### WHAT IS NEEDED
Copy the data below exactly. Any pictures in it should be omitted.
INPUT DATA START
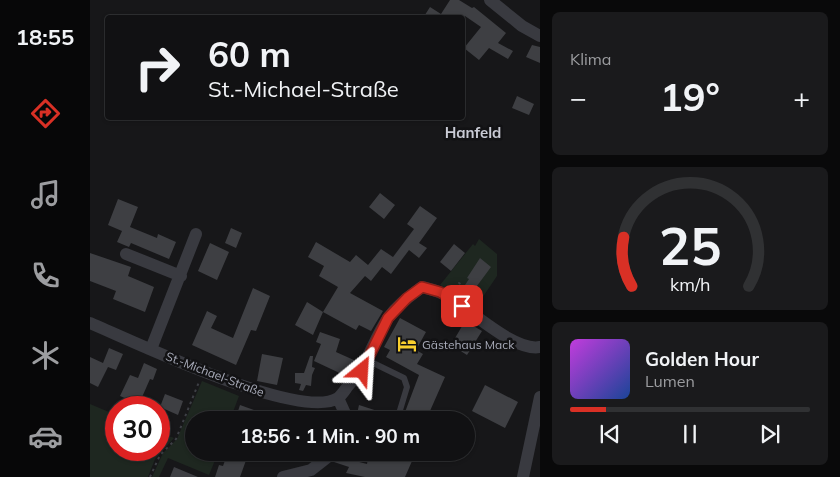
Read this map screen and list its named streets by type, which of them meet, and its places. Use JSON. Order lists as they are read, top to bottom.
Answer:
{
  "streets": {
    "street": ["St.-Michael-Straße"]
  },
  "districts": ["Hanfeld"],
  "places": {
    "hotel": ["Gästehaus Mack"]
  },
  "page": {
    "tabs": "18:55",
    "tile": "Klima",
    "turn": ["60 m", "St.-Michael-Straße"],
    "heat": ["−", "19°", "+"],
    "song": ["Golden Hour", "Lumen"],
    "limit": "30",
    "trip": "18:56 · 1 Min. · 90 m",
    "gauge": ["25", "km/h"]
  }
}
INPUT DATA END
### RESPONSE
Read this map screen and list its named streets by type, which of them meet, and its places. Use JSON. Order lists as they are read, top to bottom.
Answer:
{
  "streets": {
    "street": ["St.-Michael-Straße"]
  },
  "districts": ["Hanfeld"],
  "places": {
    "hotel": ["Gästehaus Mack"]
  },
  "page": {
    "tabs": "18:55",
    "tile": "Klima",
    "turn": ["60 m", "St.-Michael-Straße"],
    "heat": ["−", "19°", "+"],
    "song": ["Golden Hour", "Lumen"],
    "limit": "30",
    "trip": "18:56 · 1 Min. · 90 m",
    "gauge": ["25", "km/h"]
  }
}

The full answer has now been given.